Kindesmissbrauch im Ausland

Kindesmissbrauch : Ein deutsches Problem

Seit Jahrzehnten kämpft das Aachener Hilfswerk Missio gegen Kindesmissbrauch von deutschen Männern im Ausland. Hierzulande scheint das kaum jemanden zu interessieren.

Der massenhafte Missbrauch von nahezu zwei Dutzend Kindern über viele Jahre hinweg auf einem Campingplatz in Lügde erschüttert seit Monaten jeden, der davon hört und darüber liest. Es ist fast unerträglich zu lesen, wenn es um die konkreten Taten geht. Man kann und will sich nicht vorstellen, zu welchen Bestialitäten Menschen fähig sind.

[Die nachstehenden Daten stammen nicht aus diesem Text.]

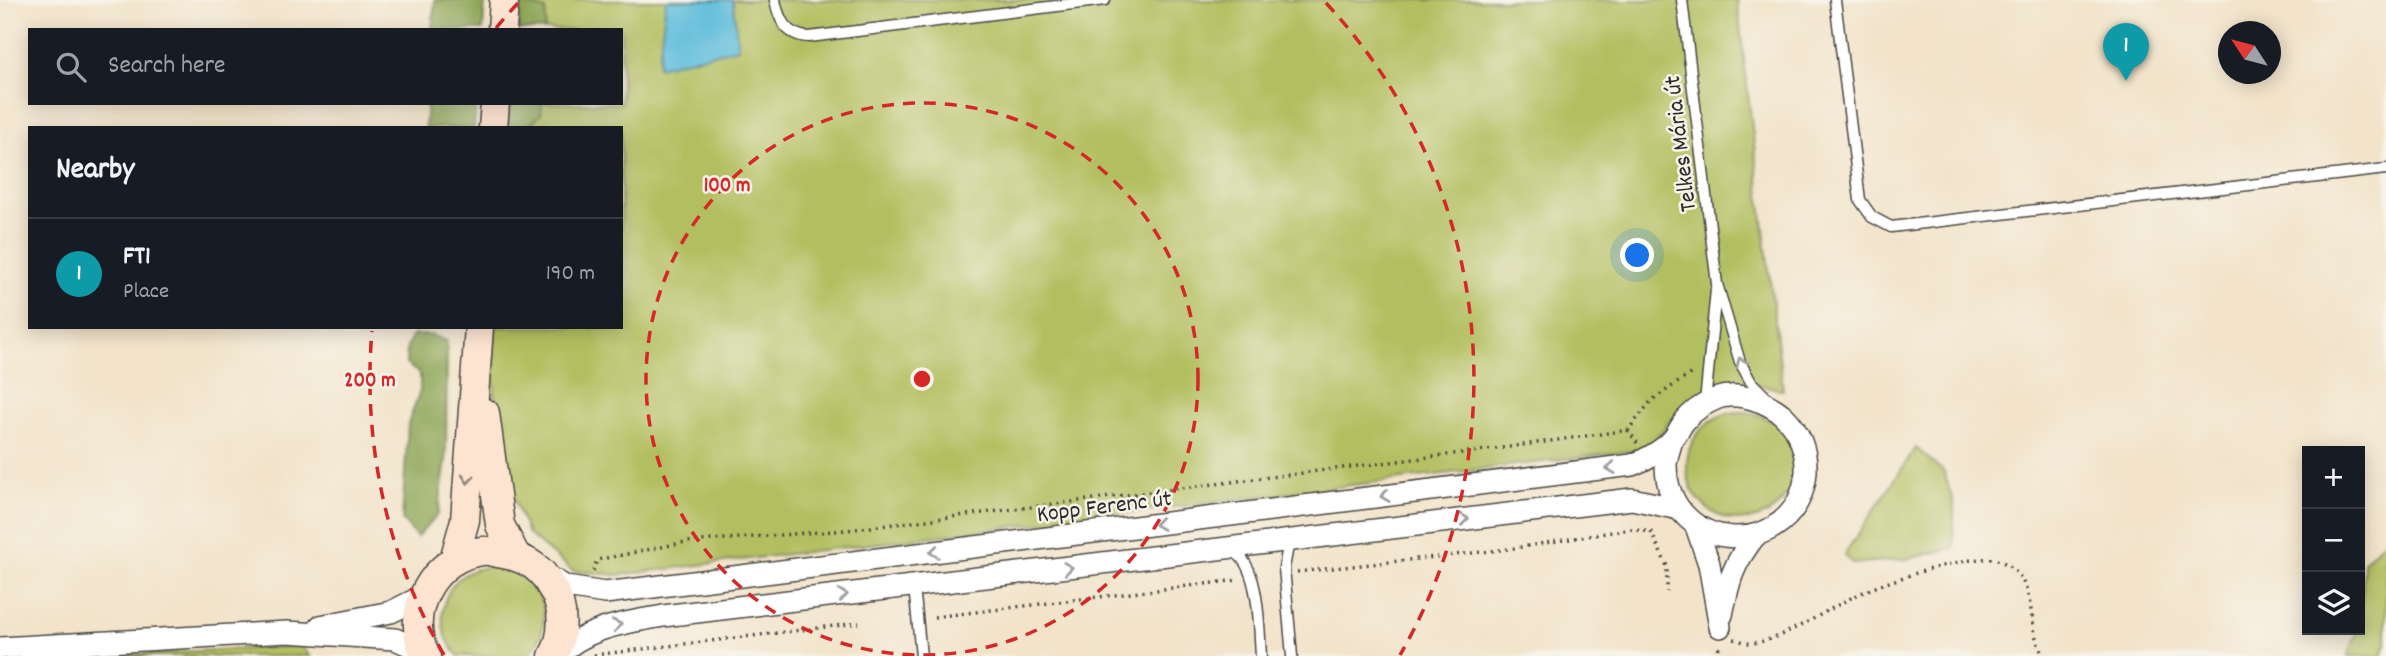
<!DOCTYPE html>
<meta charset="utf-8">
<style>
:root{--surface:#171b24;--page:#20242c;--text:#f1f3f6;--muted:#9ea1a6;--line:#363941;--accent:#1f6fb2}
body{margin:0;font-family:Dekko,sans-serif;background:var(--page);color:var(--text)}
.controls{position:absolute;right:21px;bottom:21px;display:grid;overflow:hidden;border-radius:0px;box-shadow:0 4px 18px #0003}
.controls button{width:63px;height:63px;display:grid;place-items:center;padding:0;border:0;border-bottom:2px solid var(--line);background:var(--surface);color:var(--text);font:35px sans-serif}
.compass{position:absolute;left:2218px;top:21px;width:63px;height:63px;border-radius:50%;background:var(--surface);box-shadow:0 4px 18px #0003;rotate:306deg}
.you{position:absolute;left:1638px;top:256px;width:24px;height:24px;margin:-18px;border:5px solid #fff;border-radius:50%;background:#1a73e8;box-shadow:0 0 0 10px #1a73e833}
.badge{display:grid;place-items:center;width:46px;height:46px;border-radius:50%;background:var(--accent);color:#fff;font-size:23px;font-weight:700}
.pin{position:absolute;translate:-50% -58px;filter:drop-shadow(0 2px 4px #0008)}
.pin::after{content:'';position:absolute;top:37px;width:24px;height:21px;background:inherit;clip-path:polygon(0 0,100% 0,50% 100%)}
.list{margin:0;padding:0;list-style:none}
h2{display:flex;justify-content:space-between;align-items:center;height:91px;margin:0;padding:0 28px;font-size:30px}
h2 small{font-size:23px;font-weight:400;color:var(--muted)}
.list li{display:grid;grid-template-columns:46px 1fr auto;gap:21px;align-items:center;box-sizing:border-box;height:112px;padding:0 28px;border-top:2px solid var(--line)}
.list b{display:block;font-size:26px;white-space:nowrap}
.list p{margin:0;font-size:23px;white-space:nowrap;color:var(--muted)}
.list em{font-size:23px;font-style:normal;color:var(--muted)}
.icon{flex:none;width:38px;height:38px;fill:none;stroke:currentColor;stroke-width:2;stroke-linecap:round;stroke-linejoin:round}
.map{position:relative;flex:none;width:2386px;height:656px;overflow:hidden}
.search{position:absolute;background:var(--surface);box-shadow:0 4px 18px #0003;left:28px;top:28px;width:595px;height:77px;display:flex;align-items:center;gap:18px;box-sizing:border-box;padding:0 24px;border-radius:0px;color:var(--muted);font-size:26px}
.panel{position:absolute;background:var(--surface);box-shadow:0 4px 18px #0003;left:28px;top:126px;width:595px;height:203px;border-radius:0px}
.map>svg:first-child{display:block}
.green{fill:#b2bf61;stroke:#6e7546;stroke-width:2}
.forest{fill:#8da657;stroke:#5c6841;stroke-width:2}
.water{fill:#5cbcdb;stroke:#447483;stroke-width:2}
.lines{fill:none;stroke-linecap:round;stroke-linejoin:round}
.service-casing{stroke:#494743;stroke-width:13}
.minor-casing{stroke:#494743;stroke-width:24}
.secondary-casing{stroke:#494743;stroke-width:31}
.path{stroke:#494743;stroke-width:3.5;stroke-dasharray:2 5;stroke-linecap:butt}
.service{stroke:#fff;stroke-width:10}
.minor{stroke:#fff;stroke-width:21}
.secondary{stroke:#fde4d1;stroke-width:28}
.oneway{stroke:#a0a0a0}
.oneway2{stroke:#94887e}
.ring{fill:none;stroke:#d62828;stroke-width:3.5;stroke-dasharray:12 9}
.labels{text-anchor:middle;stroke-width:5;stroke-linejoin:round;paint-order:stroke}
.street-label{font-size:24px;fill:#2b2b2b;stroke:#f7f3e8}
.centre{fill:#d62828;stroke:#f7f3e8;stroke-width:3.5}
.ring-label{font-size:21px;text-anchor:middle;font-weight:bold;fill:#d62828;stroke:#f7f3e8;stroke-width:5;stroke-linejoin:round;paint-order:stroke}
</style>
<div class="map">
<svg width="2386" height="656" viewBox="0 0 2386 656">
<rect width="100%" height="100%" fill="#f7f3e8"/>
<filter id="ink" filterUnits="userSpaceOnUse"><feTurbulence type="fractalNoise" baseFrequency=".0143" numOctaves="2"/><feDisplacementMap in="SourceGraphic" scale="14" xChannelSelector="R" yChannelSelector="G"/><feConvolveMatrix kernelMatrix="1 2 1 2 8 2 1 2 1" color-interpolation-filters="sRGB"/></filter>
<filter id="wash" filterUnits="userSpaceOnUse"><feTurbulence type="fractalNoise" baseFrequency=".00686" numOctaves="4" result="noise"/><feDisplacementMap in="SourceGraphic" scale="28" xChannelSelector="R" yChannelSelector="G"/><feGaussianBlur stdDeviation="1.57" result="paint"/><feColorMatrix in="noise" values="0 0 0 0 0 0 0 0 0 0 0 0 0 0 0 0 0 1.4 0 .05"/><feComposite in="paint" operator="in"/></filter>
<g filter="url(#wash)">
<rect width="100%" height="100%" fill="#f2e3c9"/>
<g class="green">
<path d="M521,0H1737L1783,390C1766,386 1745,381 1727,384C1693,389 1667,423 1648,449L618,575L573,571L528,534L508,484L500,449L494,390L495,327H621V128H526L541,114L542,103H621V30H545V10L521,3Z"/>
<circle cx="1741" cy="466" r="54"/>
<polygon points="1916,448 1944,472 1954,505 1954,548 1906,559 1853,564 1844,555"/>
<polygon points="2386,539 2386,644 2382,656 2348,656 2358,630 2360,630 2364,562"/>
<path d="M487,567C499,568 509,568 520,574C549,591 552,635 526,656H459C434,632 437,587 471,571C476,569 482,568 487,567Z"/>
<polygon points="301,646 310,656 92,656"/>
</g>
<g class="forest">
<polygon points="435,0 485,0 483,30 432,30"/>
<polygon points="521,3 546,10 545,30 518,30"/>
<polygon points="427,103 476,103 474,128 425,128"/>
<polygon points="510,103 542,103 541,114 526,128 507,128"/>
<polygon points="413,335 431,335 447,341 446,461 438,514 417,537 402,520 408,424 420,391 420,374 406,364 407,347"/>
</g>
<polygon class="water" points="666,0 733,0 738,48 658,67"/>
</g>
<g filter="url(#ink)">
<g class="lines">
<defs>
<g id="service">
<path d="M775,0C779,20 786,36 809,37L1105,0"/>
<polyline points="1682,0 1717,284 1740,362 1751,382 1769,400"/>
<polyline points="1835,0 1860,200 1872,217 1891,227 2386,169"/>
<polyline points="1705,403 1716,290"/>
<polyline points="1289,541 1284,568 1292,656"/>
<path d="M1232,551C1260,562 1259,630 1261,656"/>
<polyline points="914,586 921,656"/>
</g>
<g id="minor">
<polyline points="1696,526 1709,564 1720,627"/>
<path d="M543,573L566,587L605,593L1632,465C1645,460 1663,450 1672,440C1677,435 1680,427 1684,422C1692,411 1706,403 1718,398C1738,391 1768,402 1783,415C1799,430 1807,451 1806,472C1798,562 1668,557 1666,466C1666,458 1670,448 1672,440"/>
<path d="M1722,615C1729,580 1733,564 1755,536"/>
<polyline points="320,626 391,612 421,597"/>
<polyline points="0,648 287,632 395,639 423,651"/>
<path d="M558,656C586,627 625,623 663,616L1632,499L1679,509"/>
</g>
<g id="secondary">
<polyline points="502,30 504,0"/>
<polyline points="493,128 495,103"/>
<polyline points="485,413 500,525 516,556"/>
<polyline points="454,560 465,520 479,327"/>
<path d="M426,656C402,613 434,556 482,551C488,550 496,553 503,554C516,556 531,562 541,572C546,577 549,584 553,590C565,608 564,637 553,656"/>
</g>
</defs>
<use href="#service" class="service-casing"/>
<use href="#minor" class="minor-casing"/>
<use href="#secondary" class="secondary-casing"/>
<g class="path">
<polyline points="1628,430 1637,443"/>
<polyline points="593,571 597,560 686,542 847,530 1502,448 1628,430 1652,400 1693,372"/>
<polyline points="1297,572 1509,549 1630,529 1651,532 1667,566 1667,592"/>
<polyline points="934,617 1238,580"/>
<path d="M1734,639C1739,640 1745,643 1749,643C1777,644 1831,607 1857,595C1880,583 1974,552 1997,560C2002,561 2012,567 2015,571C2037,593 2027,631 2044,656"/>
<polyline points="594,655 859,623"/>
<polyline points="1718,656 1719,644"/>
</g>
<use href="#service" class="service"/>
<use href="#minor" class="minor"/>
<use href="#secondary" class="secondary"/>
</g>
<defs><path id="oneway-chevron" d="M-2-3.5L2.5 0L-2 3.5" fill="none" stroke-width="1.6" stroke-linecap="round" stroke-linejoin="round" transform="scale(1.75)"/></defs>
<g class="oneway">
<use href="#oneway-chevron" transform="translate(1741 362) rotate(-114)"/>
<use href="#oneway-chevron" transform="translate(1611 468) rotate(173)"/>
<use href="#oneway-chevron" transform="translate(1385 496) rotate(173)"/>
<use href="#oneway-chevron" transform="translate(1464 519) rotate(-7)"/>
<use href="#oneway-chevron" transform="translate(1159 524) rotate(173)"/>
<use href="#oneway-chevron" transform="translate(934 552) rotate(173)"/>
<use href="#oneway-chevron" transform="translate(1068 568) rotate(-7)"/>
<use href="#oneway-chevron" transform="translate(843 595) rotate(-7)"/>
<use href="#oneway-chevron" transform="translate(617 625) rotate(-12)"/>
</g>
<use class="oneway2" href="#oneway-chevron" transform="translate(468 479) rotate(95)"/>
</g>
<g class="ring">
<circle cx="922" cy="379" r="276"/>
<path d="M444 655A552 552 0 0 1 372 331M496 28A552 552 0 0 1 518 3M1326 3A552 552 0 0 1 1400 655"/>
</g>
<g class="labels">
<g class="street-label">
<text transform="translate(1679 144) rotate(-97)" y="8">Telkes Mária út</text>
<text transform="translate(1104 505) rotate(-7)" y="8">Kopp Ferenc út</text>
</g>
</g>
<circle cx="922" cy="379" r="10" class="centre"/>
<g class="ring-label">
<text x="727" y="191">100 m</text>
<text x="370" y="386">200 m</text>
</g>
</svg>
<div class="controls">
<button>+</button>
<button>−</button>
<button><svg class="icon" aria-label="layers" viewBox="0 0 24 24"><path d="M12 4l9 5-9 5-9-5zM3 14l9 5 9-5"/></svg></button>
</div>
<svg class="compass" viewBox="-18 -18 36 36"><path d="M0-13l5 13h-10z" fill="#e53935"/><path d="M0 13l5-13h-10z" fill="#9ea1a6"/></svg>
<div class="you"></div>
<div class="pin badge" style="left:2126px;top:81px;background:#0f9aa8">1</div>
<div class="search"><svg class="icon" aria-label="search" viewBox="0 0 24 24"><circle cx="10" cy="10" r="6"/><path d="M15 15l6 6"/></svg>Search here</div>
<section class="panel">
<h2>Nearby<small></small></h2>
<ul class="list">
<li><span class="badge" style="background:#0f9aa8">1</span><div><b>FT1</b><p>Place</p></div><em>190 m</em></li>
</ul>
</section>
</div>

Es wird im Fall Lügde zu Recht von massenhaftem Missbrauch gesprochen. Welches Adjektiv soll man jenem Missbrauch geben, der seit Jahrzehnten in ungezählten Städten vor allem in Südostasien stattfindet? Das Hilfswerk Missio nimmt sich seit langer Zeit dieses Problems an. Es ist kompetent. Die Zahl, die Missio nennt, ist seriös recherchiert aus in- und ausländischen Quellen. Es geht um ein Massenphänomen.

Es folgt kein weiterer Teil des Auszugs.